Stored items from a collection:

------------------------------------------------------------

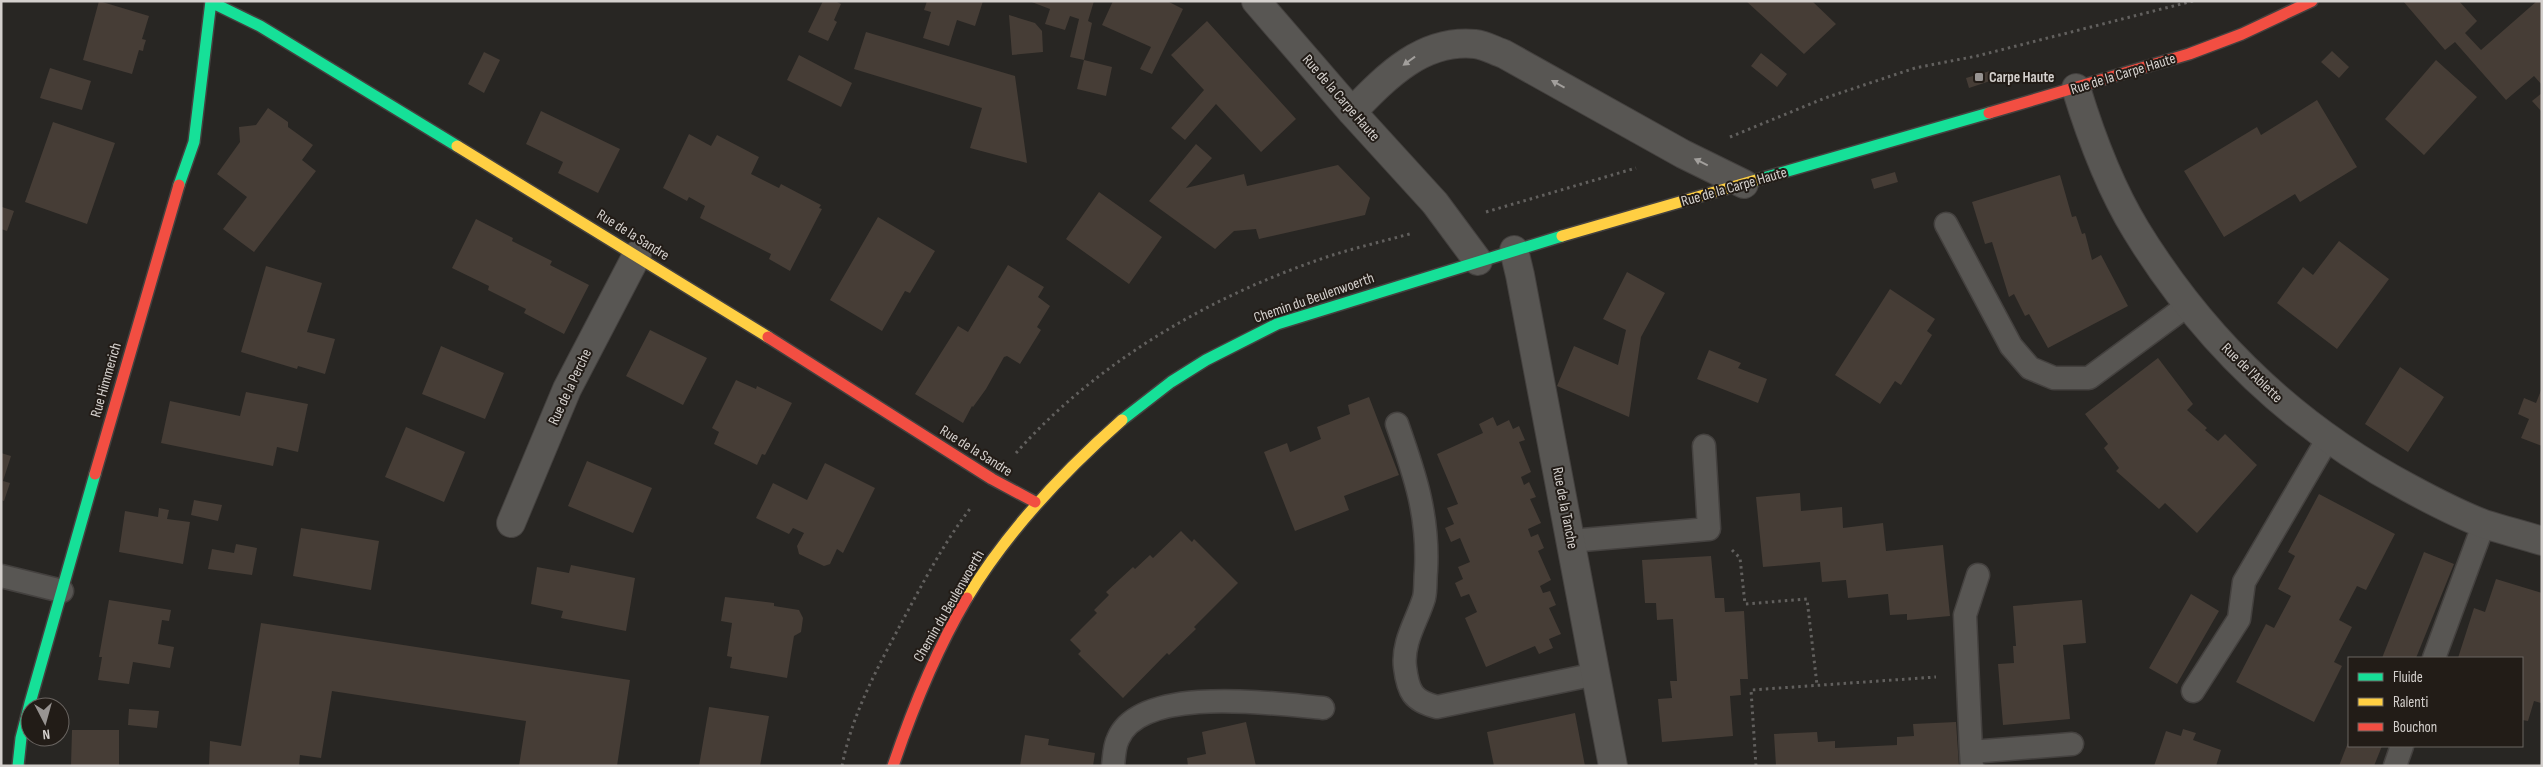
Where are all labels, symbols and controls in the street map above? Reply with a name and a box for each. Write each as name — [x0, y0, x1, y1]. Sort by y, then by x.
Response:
street label: Rue de la Carpe Haute — [2068, 49, 2178, 99]
street label: Rue de la Carpe Haute — [1298, 51, 1384, 145]
one-way arrow — [1402, 56, 1416, 66]
place label: Carpe Haute — [1989, 68, 2055, 87]
marker: Carpe Haute — [1973, 71, 1985, 83]
one-way arrow — [1551, 80, 1566, 88]
one-way arrow — [1694, 158, 1708, 166]
street label: Rue de la Carpe Haute — [1679, 163, 1789, 211]
street label: Rue de la Sandre — [593, 205, 673, 265]
street label: Chemin du Beulenwoerth — [1251, 268, 1377, 328]
street label: Rue de l'Ablette — [2217, 339, 2287, 407]
street label: Rue Himmerich — [86, 340, 126, 420]
street label: Rue de la Perche — [544, 346, 596, 428]
street label: Rue de la Sandre — [936, 421, 1016, 481]
street label: Rue de la Tanche — [1548, 465, 1582, 551]
street label: Chemin du Beulenwoerth — [909, 547, 989, 665]
legend — [2348, 657, 2523, 747]
text: Fluide — [2393, 668, 2423, 687]
text: Ralenti — [2393, 693, 2428, 712]
north arrow — [20, 697, 70, 747]
text: Bouchon — [2393, 718, 2437, 737]
text: N — [42, 726, 51, 743]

------------------------------------------------------------

Print every entry exactly as written, without the pictures.

Where are all labels, symbols and controls in the street map above? Reply with a name and a box for each. Write each as name — [x0, y0, x1, y1]. Sort by y, then by x.
Response:
street label: Rue de la Carpe Haute — [2068, 49, 2178, 99]
street label: Rue de la Carpe Haute — [1298, 51, 1384, 145]
one-way arrow — [1402, 56, 1416, 66]
place label: Carpe Haute — [1989, 68, 2055, 87]
marker: Carpe Haute — [1973, 71, 1985, 83]
one-way arrow — [1551, 80, 1566, 88]
one-way arrow — [1694, 158, 1708, 166]
street label: Rue de la Carpe Haute — [1679, 163, 1789, 211]
street label: Rue de la Sandre — [593, 205, 673, 265]
street label: Chemin du Beulenwoerth — [1251, 268, 1377, 328]
street label: Rue de l'Ablette — [2217, 339, 2287, 407]
street label: Rue Himmerich — [86, 340, 126, 420]
street label: Rue de la Perche — [544, 346, 596, 428]
street label: Rue de la Sandre — [936, 421, 1016, 481]
street label: Rue de la Tanche — [1548, 465, 1582, 551]
street label: Chemin du Beulenwoerth — [909, 547, 989, 665]
legend — [2348, 657, 2523, 747]
text: Fluide — [2393, 668, 2423, 687]
text: Ralenti — [2393, 693, 2428, 712]
north arrow — [20, 697, 70, 747]
text: Bouchon — [2393, 718, 2437, 737]
text: N — [42, 726, 51, 743]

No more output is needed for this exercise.